§ Task directions: All records are to be transcribed in full; any pictures among them are to be skipped.

§ Data records:

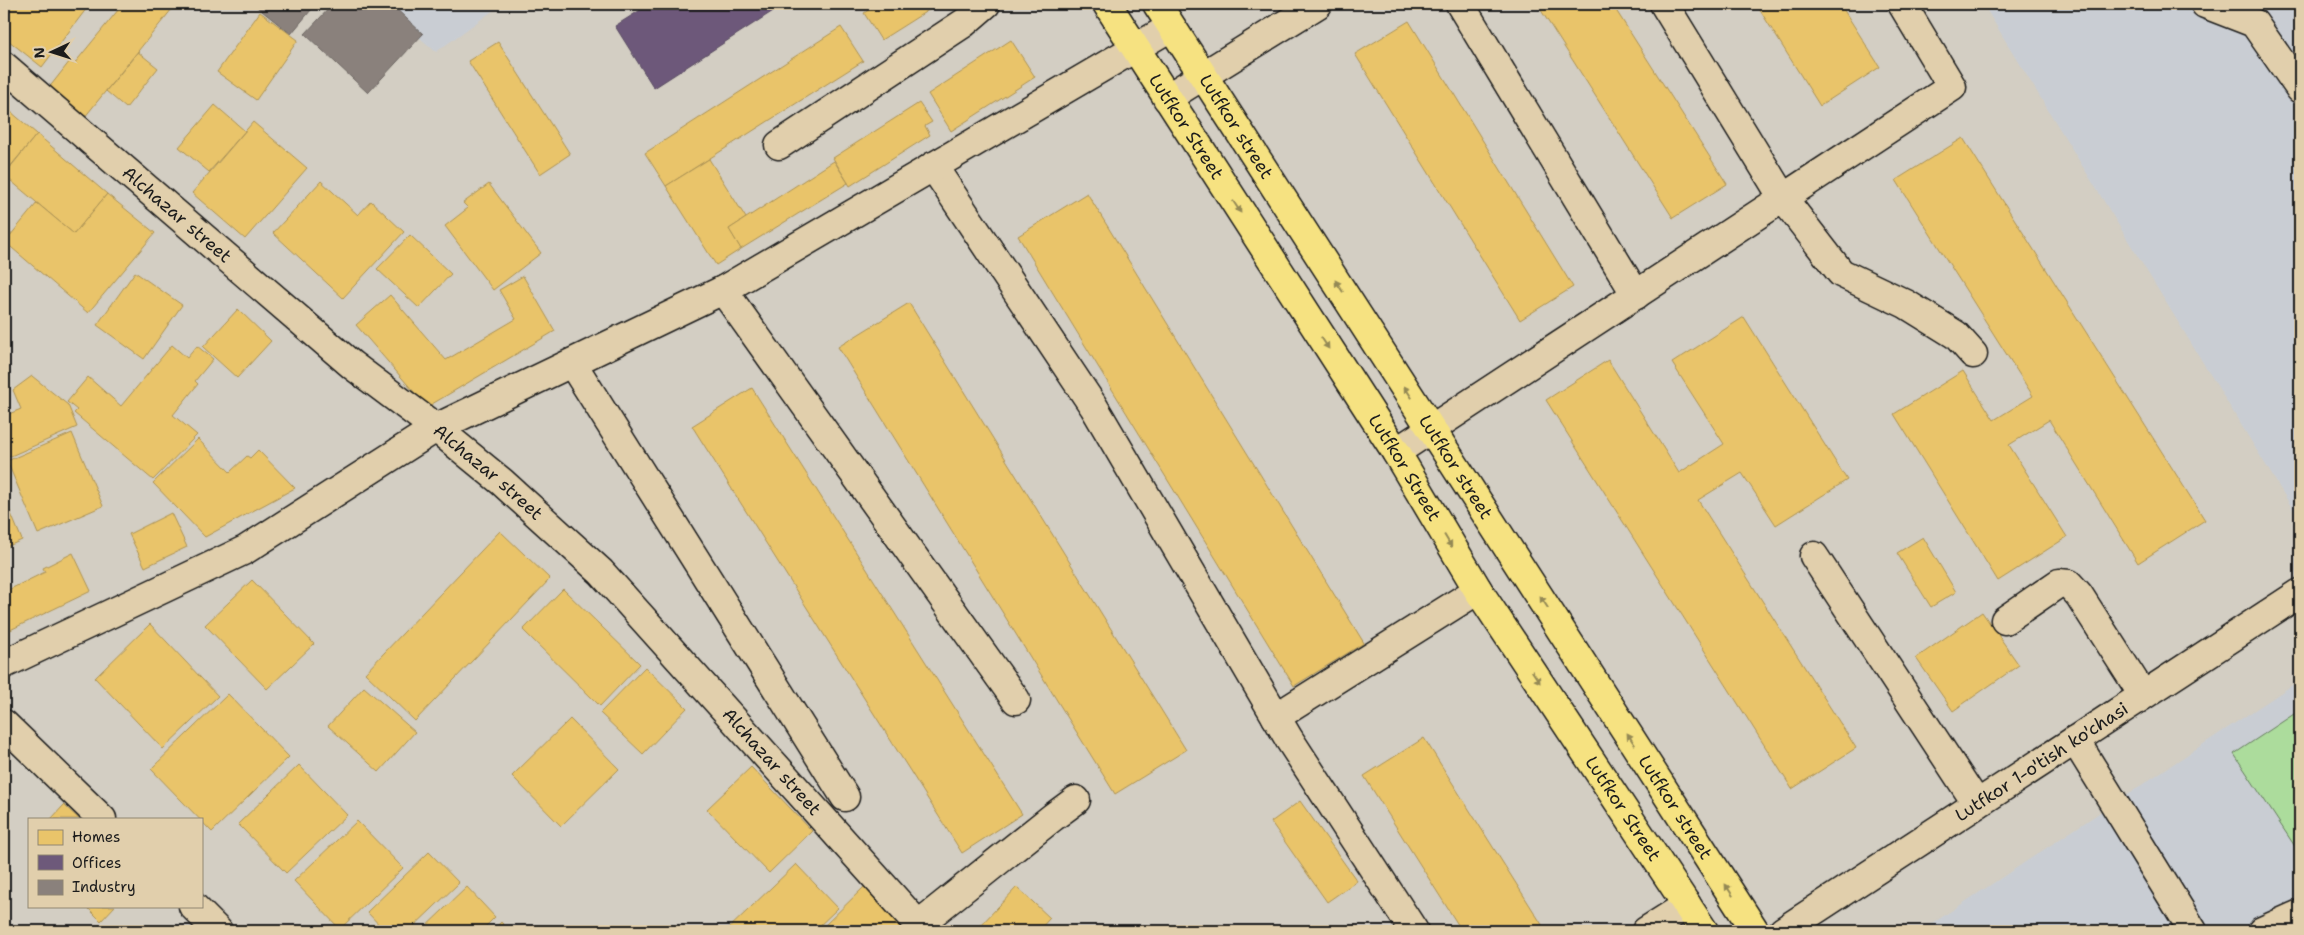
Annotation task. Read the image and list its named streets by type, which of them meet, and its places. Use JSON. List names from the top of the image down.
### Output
{
  "streets": {
    "main road": ["Lutfkor Street", "Lutfkor street"],
    "street": ["Alchazar street", "Lutfkor 1-o'tish ko'chasi"]
  },
  "one_way": ["Lutfkor Street", "Lutfkor street"],
  "legend": ["Homes", "Offices", "Industry"],
  "north": "left"
}
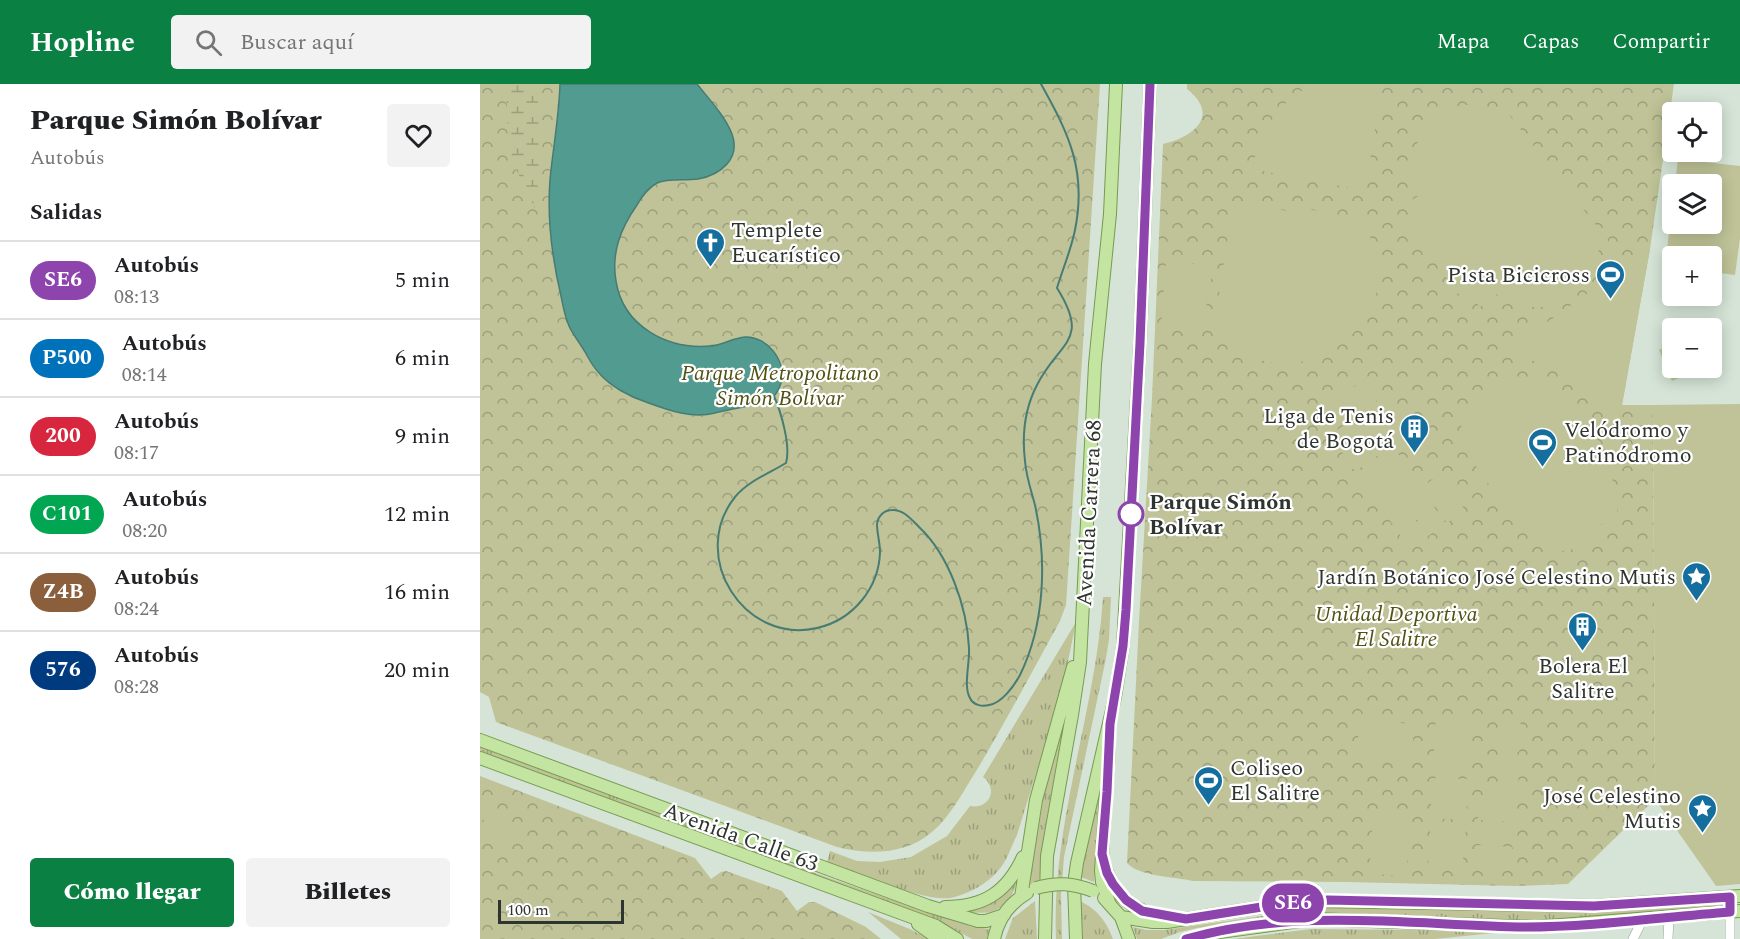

§ Response area:
Annotation task. Read the image and list its named streets by type, which of them meet, and its places. Use JSON. List names from the top of the image down.
### Output
{
  "streets": {
    "main road": ["Lutfkor Street", "Lutfkor street"],
    "street": ["Alchazar street", "Lutfkor 1-o'tish ko'chasi"]
  },
  "one_way": ["Lutfkor Street", "Lutfkor street"],
  "legend": ["Homes", "Offices", "Industry"],
  "north": "left"
}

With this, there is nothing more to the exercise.